Play alongside, following your child’s lead (it can be really discouraging for children if your playdough creations are far superior to theirs).
Make playdough in different colours and explore colour-mixing. With a bit of patience, two colours can be kneaded together to make a third colour. How many different colours can you make? What happens if you have more of one colour than another?
Draw some simple outlines on card for your child to fill in or decorate with the playdough: for example, write your child’s name, letters, or numerals in large print, and have them make sausages to fill the letter shapes. Or draw a dinner place setting with an empty plate, a knife and fork and challenge your child to make the meal to go on the plate.
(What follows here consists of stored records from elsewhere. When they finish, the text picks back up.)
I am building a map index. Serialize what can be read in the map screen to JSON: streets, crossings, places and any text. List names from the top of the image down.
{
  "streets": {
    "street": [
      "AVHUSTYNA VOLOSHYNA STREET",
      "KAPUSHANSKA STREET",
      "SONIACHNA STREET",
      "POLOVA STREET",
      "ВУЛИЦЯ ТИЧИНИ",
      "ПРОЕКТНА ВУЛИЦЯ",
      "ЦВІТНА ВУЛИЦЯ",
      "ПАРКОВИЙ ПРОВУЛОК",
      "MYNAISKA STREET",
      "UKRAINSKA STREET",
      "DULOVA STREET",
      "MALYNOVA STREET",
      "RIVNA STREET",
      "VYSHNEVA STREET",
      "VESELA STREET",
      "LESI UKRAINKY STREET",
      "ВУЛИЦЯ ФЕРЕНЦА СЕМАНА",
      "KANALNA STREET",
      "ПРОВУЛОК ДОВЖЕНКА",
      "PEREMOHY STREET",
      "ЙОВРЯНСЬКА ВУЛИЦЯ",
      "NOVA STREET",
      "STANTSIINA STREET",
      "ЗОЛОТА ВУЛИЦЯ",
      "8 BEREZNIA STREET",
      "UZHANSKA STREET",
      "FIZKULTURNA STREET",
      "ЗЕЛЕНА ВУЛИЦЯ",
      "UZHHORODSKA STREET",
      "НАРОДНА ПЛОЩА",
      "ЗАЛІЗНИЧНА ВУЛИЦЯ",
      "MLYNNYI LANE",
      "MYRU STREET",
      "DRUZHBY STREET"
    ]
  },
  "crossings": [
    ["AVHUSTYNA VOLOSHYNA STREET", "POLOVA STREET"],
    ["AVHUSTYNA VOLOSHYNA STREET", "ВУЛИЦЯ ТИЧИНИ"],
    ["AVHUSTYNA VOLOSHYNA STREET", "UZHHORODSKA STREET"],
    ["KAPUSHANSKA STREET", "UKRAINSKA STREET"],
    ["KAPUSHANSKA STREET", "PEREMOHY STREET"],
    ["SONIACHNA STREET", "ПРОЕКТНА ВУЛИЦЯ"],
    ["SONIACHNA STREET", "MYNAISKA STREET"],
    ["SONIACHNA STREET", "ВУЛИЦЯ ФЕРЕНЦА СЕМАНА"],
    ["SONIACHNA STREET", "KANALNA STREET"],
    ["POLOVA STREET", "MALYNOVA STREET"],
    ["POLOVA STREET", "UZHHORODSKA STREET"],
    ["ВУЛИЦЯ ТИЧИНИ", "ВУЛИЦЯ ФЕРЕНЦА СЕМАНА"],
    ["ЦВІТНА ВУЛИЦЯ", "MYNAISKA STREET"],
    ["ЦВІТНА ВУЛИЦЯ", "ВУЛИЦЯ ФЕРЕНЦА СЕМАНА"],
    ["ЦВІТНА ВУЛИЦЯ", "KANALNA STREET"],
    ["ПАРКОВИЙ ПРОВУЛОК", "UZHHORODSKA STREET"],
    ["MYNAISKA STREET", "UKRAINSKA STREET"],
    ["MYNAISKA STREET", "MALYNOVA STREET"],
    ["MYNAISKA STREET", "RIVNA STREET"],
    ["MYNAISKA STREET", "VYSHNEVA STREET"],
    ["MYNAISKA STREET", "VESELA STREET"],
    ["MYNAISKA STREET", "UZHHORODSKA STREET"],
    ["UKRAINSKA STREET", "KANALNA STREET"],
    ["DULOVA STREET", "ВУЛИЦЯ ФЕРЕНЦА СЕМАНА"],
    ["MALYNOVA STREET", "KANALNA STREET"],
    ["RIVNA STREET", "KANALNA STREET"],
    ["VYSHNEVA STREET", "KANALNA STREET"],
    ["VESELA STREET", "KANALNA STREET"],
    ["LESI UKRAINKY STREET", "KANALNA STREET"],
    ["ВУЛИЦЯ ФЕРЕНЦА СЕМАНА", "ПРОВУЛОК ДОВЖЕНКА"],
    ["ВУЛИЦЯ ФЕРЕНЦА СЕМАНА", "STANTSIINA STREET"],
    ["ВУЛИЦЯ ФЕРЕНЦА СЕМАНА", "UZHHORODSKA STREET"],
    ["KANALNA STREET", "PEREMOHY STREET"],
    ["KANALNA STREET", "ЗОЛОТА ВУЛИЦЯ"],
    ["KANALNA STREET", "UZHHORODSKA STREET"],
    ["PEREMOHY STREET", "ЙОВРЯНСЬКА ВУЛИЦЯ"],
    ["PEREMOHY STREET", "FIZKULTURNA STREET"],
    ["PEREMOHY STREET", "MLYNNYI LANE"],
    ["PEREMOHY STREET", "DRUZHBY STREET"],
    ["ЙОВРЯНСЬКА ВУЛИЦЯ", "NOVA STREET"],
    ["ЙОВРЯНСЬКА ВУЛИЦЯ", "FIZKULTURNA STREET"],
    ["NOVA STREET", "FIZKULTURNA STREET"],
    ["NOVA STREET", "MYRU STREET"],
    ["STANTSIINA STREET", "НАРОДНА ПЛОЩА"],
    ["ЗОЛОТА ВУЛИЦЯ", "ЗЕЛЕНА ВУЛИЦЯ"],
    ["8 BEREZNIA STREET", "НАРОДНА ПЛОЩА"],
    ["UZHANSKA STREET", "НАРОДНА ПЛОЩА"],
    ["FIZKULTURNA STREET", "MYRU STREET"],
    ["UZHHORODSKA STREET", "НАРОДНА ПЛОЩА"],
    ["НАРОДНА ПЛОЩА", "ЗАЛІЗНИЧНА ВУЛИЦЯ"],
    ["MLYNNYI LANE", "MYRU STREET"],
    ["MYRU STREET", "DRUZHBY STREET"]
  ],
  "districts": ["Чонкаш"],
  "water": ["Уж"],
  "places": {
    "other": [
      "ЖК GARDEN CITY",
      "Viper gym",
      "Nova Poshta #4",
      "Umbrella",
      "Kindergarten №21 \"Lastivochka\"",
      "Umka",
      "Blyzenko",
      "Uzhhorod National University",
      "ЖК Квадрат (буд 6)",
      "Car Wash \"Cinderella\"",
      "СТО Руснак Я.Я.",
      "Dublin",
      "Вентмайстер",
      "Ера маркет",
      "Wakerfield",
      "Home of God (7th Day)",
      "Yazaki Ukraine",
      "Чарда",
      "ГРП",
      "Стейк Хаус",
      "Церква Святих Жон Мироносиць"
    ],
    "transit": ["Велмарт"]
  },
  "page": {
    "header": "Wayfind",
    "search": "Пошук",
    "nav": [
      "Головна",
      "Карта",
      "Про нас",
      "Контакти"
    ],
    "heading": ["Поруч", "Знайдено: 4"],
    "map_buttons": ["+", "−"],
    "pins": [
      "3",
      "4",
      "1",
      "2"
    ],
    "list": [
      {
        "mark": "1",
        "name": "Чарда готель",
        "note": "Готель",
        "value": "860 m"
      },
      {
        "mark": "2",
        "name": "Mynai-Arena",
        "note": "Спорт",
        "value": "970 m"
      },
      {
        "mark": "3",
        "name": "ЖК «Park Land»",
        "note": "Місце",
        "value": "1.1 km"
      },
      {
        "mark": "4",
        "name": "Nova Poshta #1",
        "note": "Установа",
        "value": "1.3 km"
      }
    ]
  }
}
Or draw a tree outline and ask your child to add leaves, fruit and/or flowers to the tree.
Challenge your child to make a maze using playdough sausages, then drive vehicles or blow a ping pong ball through it.
Set up a pretend café, and have your child invent lots of different kinds of snacks for the cabinet. Make menus, price tags, count out money (use real coins), work out the bill and how much change is needed.
Make people, animals or monsters, and use Stop Motion Studio (find it free at https://www.cateater.com/), a very simple programme in which you take photos of your characters in a series of poses to create short movie clips. By moving your character just a little bit for each photo, it will look like your character is moving!